— TASK —
Among the lines below, a stretch begins at the one with "inset:0; background:#b7b4ad; transform-origin:0" and ends at the one with "position:absolute; left:24px; top:24px;". Repeat that stretch exactly, ends included.
^^^^
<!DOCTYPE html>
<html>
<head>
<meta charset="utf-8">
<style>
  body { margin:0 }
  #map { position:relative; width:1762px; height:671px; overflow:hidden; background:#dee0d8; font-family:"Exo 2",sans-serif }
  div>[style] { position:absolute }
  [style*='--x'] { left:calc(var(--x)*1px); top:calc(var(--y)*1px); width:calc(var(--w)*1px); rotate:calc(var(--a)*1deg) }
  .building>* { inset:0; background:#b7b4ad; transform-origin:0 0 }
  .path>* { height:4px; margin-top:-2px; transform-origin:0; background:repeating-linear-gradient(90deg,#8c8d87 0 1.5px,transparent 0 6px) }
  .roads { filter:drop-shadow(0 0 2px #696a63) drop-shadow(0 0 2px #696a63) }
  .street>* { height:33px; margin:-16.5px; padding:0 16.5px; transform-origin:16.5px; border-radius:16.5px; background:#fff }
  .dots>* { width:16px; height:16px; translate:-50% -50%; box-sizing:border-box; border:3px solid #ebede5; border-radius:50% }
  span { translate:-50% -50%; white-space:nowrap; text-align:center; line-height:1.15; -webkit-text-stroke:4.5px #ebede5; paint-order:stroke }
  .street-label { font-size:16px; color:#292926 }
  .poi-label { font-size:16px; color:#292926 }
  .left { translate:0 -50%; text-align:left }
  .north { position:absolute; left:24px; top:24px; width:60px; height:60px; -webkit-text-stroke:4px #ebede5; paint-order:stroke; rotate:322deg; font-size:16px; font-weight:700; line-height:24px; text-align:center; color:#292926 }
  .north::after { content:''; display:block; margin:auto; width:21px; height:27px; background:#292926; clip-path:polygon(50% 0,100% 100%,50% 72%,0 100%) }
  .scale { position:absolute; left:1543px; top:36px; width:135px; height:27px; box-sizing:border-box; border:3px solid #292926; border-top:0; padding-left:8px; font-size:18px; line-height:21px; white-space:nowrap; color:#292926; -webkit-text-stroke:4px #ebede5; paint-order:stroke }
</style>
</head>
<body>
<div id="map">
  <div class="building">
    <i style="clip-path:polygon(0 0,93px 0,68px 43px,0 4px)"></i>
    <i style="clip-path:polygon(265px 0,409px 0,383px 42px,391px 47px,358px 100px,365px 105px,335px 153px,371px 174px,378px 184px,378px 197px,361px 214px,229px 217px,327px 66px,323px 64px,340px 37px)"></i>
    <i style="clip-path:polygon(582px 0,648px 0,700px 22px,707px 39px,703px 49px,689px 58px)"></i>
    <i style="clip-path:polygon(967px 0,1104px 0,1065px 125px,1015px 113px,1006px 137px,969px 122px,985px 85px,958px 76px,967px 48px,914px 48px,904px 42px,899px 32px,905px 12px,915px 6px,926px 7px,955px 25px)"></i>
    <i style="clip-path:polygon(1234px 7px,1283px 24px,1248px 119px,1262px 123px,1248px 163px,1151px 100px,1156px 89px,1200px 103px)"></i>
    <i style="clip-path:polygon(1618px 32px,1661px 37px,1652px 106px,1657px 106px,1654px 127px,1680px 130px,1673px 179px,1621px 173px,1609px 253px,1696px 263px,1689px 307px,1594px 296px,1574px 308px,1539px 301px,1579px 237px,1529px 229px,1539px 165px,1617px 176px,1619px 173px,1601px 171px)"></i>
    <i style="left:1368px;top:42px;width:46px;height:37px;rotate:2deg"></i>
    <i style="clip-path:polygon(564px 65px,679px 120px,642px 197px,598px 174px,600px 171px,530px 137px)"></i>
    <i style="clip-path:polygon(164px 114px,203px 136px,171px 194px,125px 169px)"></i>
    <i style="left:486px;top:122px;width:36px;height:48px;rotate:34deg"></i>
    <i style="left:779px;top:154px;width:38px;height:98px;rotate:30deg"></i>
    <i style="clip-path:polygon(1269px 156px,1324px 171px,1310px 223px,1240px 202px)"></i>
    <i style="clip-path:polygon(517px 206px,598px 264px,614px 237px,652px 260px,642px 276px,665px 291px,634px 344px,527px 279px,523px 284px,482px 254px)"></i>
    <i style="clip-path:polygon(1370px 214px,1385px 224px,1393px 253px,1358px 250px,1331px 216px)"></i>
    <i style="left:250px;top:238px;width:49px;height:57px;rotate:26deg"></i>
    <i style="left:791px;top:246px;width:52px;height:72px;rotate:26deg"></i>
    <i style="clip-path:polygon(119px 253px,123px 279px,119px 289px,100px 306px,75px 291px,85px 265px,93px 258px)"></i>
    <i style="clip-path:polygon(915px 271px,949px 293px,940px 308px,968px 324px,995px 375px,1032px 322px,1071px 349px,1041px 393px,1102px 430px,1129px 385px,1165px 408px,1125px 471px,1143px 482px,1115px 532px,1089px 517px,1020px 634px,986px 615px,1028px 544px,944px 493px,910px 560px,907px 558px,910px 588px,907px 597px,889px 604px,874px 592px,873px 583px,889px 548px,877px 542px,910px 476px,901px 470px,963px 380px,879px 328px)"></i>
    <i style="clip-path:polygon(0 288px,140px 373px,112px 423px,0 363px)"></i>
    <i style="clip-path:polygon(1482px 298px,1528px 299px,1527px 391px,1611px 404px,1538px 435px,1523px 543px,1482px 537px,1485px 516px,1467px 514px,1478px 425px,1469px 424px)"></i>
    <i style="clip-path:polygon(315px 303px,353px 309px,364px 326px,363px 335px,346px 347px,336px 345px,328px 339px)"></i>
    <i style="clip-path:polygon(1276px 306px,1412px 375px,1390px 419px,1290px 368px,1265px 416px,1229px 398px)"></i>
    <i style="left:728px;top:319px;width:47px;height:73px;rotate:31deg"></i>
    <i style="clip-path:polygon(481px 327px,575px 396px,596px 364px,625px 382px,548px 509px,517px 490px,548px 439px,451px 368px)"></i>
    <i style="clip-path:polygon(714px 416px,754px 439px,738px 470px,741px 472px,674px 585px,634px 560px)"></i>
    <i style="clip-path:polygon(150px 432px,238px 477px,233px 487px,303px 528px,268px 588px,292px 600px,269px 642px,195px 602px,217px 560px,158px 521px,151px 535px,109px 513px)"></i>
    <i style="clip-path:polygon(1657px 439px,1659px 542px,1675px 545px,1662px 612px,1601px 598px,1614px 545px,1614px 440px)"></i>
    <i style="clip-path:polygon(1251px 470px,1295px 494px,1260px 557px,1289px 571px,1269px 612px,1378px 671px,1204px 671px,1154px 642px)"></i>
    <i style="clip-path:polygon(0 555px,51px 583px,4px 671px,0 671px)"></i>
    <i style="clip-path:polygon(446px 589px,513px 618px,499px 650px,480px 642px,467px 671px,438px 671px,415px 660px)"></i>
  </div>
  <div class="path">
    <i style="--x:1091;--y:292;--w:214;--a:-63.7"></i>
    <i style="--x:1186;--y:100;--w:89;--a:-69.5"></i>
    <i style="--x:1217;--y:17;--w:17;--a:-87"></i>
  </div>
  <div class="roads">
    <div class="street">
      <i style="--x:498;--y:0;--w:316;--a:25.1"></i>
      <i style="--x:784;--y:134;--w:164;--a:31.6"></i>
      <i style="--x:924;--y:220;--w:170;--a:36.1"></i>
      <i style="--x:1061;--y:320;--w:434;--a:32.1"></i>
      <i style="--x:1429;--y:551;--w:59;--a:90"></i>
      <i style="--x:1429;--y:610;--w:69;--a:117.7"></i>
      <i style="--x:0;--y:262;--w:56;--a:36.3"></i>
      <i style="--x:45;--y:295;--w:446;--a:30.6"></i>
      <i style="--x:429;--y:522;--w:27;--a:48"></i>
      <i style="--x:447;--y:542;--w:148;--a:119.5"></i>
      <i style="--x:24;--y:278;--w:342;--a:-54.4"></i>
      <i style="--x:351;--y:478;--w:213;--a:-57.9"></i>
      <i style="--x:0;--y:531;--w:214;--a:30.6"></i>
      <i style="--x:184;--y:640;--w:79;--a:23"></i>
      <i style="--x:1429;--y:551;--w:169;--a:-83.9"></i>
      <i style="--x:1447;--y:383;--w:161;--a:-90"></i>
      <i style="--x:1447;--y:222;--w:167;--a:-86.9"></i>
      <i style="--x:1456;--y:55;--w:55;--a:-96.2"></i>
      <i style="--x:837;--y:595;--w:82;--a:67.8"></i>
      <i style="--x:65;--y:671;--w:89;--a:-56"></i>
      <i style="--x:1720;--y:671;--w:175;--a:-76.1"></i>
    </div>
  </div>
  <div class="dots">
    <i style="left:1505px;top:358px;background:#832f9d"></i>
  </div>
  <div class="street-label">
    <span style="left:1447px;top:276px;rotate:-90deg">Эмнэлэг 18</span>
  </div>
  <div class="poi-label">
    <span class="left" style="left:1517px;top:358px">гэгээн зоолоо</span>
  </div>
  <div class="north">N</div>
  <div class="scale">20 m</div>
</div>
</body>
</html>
^^^^
— TASK SOLUTION —
  .building>* { inset:0; background:#b7b4ad; transform-origin:0 0 }
  .path>* { height:4px; margin-top:-2px; transform-origin:0; background:repeating-linear-gradient(90deg,#8c8d87 0 1.5px,transparent 0 6px) }
  .roads { filter:drop-shadow(0 0 2px #696a63) drop-shadow(0 0 2px #696a63) }
  .street>* { height:33px; margin:-16.5px; padding:0 16.5px; transform-origin:16.5px; border-radius:16.5px; background:#fff }
  .dots>* { width:16px; height:16px; translate:-50% -50%; box-sizing:border-box; border:3px solid #ebede5; border-radius:50% }
  span { translate:-50% -50%; white-space:nowrap; text-align:center; line-height:1.15; -webkit-text-stroke:4.5px #ebede5; paint-order:stroke }
  .street-label { font-size:16px; color:#292926 }
  .poi-label { font-size:16px; color:#292926 }
  .left { translate:0 -50%; text-align:left }
  .north { position:absolute; left:24px; top:24px; width:60px; height:60px; -webkit-text-stroke:4px #ebede5; paint-order:stroke; rotate:322deg; font-size:16px; font-weight:700; line-height:24px; text-align:center; color:#292926 }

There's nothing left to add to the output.